Johann Zarco al box KTM
Johann Zarco (Getty Images)

Jean-Michel Bayle, il coach di Johann Zarco sotto contratto Honda

Dal mese di maggio KTM ha voluto affiancare la star francese del motocross Jean-Michel Bayle al nuovo arrivato Johann Zarco, soprattutto nei panni di mental coach. Un anno fa il francese lottava per le vittorie, adesso si ritrova a faticare per centrare la top-10. Una situazione psicologicamente difficile da sopportare e che ha spinto il pilota a criticare pubblicamente la RC16 durante il week-end di Jerez, con tanto di malumore nel box di Mattighofen.

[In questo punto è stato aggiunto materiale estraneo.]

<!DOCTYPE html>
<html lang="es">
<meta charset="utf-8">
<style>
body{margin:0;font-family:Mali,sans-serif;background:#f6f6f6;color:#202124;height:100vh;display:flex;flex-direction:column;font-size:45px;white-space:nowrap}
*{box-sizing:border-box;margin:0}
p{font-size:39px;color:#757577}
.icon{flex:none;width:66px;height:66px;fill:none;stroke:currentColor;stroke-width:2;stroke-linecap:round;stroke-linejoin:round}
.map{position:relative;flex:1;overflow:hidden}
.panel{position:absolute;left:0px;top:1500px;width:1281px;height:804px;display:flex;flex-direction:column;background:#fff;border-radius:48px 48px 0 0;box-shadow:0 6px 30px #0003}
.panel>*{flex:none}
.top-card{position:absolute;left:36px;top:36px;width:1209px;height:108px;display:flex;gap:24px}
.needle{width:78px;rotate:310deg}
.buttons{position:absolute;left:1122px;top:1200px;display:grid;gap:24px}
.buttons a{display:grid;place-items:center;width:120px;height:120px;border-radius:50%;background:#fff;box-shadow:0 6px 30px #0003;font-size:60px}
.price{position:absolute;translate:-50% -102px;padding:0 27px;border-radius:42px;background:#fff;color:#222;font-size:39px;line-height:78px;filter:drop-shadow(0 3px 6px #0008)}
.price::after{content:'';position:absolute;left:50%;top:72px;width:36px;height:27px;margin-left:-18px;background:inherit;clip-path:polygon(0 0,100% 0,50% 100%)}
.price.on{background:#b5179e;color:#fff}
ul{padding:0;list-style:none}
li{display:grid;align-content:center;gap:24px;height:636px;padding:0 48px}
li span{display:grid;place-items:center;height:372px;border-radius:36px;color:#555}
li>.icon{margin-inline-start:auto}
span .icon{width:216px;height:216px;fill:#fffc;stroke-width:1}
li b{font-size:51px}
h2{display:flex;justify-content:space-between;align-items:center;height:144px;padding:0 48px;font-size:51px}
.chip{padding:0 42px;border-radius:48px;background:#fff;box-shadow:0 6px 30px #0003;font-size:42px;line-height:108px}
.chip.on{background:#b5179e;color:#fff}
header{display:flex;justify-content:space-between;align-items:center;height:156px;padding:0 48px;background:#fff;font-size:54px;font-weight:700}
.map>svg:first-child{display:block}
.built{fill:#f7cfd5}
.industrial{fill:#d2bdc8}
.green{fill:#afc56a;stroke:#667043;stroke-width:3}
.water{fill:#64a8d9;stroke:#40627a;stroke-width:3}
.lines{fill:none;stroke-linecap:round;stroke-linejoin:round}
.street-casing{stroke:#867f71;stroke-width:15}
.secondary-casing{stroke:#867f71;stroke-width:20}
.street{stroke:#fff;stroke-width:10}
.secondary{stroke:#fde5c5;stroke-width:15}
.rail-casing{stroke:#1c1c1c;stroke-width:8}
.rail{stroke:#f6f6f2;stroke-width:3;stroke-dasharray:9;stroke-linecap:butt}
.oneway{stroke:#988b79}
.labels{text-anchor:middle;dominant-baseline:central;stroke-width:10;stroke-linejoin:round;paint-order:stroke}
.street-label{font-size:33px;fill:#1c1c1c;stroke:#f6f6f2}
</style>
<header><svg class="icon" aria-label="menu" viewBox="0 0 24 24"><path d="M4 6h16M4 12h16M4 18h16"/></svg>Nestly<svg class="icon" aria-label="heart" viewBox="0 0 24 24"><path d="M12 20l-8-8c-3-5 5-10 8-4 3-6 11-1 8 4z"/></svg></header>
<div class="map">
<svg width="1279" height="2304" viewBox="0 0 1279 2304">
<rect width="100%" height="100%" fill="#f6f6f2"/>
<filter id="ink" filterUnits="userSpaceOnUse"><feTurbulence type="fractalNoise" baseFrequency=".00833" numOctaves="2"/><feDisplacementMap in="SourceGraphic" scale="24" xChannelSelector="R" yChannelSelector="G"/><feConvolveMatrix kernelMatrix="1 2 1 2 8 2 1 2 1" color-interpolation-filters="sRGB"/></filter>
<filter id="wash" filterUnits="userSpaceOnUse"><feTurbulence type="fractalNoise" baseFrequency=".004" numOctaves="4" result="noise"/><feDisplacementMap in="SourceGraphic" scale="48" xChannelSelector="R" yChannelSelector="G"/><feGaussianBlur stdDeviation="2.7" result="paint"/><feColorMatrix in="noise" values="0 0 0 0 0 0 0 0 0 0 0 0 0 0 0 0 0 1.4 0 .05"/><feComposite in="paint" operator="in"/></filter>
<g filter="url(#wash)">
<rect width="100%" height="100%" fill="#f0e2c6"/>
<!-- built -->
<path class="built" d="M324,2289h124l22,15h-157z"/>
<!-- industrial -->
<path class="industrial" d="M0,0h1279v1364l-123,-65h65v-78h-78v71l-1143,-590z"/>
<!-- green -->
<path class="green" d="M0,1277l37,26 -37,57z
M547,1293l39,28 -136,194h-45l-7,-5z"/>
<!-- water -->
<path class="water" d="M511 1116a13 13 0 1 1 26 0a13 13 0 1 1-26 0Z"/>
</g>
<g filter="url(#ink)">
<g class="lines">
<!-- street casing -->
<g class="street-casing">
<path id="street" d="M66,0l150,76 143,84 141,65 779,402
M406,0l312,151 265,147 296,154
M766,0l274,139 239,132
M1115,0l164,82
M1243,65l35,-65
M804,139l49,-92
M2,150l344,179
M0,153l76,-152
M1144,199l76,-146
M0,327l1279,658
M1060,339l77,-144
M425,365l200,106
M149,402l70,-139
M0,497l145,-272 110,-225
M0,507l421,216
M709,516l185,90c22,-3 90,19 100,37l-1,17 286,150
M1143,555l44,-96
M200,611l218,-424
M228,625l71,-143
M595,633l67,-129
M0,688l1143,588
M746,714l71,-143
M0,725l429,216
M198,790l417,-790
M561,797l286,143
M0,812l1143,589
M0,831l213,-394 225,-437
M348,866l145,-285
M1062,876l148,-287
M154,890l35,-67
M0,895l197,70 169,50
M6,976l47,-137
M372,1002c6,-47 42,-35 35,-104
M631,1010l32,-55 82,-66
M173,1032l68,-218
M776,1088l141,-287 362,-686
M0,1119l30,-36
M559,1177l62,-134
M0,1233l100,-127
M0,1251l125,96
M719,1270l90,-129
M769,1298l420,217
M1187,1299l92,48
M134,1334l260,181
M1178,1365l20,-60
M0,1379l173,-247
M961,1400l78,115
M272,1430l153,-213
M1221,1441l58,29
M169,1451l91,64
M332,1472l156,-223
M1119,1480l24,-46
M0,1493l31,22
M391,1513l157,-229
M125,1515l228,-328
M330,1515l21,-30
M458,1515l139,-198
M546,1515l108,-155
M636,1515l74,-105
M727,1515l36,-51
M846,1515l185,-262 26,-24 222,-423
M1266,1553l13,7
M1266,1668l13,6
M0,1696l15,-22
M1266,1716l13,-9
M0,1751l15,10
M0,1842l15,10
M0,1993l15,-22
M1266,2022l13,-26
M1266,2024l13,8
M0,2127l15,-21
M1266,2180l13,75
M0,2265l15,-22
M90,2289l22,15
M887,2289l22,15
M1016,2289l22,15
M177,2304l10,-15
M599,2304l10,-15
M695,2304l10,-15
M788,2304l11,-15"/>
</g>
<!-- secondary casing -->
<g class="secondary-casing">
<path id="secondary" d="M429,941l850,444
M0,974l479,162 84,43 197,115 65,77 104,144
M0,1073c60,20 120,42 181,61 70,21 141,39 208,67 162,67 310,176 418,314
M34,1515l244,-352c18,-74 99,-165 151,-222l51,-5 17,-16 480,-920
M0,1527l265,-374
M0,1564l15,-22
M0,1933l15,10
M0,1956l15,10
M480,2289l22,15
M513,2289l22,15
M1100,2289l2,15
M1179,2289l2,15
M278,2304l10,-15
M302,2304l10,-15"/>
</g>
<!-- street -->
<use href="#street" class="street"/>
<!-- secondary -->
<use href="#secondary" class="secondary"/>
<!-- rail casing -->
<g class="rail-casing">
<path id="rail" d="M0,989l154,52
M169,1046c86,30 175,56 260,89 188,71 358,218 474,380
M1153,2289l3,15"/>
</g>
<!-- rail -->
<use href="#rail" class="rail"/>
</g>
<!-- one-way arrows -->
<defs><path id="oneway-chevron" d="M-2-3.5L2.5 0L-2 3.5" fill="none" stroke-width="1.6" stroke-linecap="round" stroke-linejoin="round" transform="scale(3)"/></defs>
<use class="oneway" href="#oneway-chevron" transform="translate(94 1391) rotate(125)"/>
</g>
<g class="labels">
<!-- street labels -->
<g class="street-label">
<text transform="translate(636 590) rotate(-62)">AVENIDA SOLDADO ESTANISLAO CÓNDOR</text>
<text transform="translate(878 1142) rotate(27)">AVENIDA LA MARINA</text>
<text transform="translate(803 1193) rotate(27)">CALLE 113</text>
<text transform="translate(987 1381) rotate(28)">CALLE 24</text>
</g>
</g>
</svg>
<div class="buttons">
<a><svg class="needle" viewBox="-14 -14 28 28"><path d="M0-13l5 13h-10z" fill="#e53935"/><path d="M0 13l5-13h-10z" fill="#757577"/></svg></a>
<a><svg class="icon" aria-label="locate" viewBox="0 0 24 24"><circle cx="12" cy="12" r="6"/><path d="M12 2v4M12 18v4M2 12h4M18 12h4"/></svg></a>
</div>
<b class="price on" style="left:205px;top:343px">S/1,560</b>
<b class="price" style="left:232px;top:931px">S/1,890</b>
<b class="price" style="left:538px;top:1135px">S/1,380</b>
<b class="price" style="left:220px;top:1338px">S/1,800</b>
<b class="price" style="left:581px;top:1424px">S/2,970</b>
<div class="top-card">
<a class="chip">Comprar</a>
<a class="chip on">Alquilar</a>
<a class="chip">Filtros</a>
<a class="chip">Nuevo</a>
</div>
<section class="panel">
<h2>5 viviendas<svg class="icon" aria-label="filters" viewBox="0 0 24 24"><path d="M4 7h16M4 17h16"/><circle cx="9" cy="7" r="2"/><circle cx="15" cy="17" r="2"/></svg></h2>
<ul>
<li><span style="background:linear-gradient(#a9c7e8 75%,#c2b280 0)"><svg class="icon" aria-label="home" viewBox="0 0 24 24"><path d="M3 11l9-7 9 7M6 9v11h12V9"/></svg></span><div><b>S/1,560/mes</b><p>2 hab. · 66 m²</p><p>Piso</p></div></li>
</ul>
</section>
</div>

Il CEO di KTM Stefan Pierer è rimasto profondamente deluso quando il video è trapelato, anche perché è stato lui il primo produttore a offrire a Zarco un redditizio contratto di lavoro in MotoGP nell’inverno 2017/2018. La commissione dovrebbe superare 1 milione di euro. Zarco, che si è separato dal suo manager Laurent Fellon un anno fa, ammette di essere spesso stressato nelle sessioni di prove GP quando deve testare nuove attrezzature e non ha tempo per un giro veloce. Si lamenta perché guidare con la KTM è così estenuante, il suo stile di guida gentile non porta al successo con questo potente motore V4.

La partnership Johann Zarco-Bayle

Jean-Michel Bayle ha molto lavoro da gare con Johann Zarco, in quanto ambizioso ed estremamente talentuoso, ma allo stesso tempo è soggetto a violente fluttuazioni emotive. Si sono incontrati per la prima volta l’anno scorso, poi lo ha risentito prima di Le Mans: “Mi ha chiesto se potevo venire in suo aiuto.
Ho accettato e iniziato a lavorare a Le Mans. Questo è stato il primo Grand Prix per me con Johann. Volevo guardare da vicino, osservare la situazione – ha detto a Speedweek.com -. Volevo avere una visione d’insieme e avere un’impressione molto chiara della situazione”.

Il primo contatto è avvenuto tra Johann Zarco e l’ex campione di motocross, che ha dovuto chiedere il consenso di KTM e Honda, in quanto è sotto contratto con Honda France per attività promozionali. “KTM ha visto che potevo essere di aiuto. Dopodiché ho dovuto chiedere alla Honda se mi avessero permesso questo compito. Ma gli addetti di Honda France sono tutti appassionati di corse, li conosco da più di 20 anni. E poiché si trattava di aiutare un pilota francese mi hanno dato il permesso desiderato”.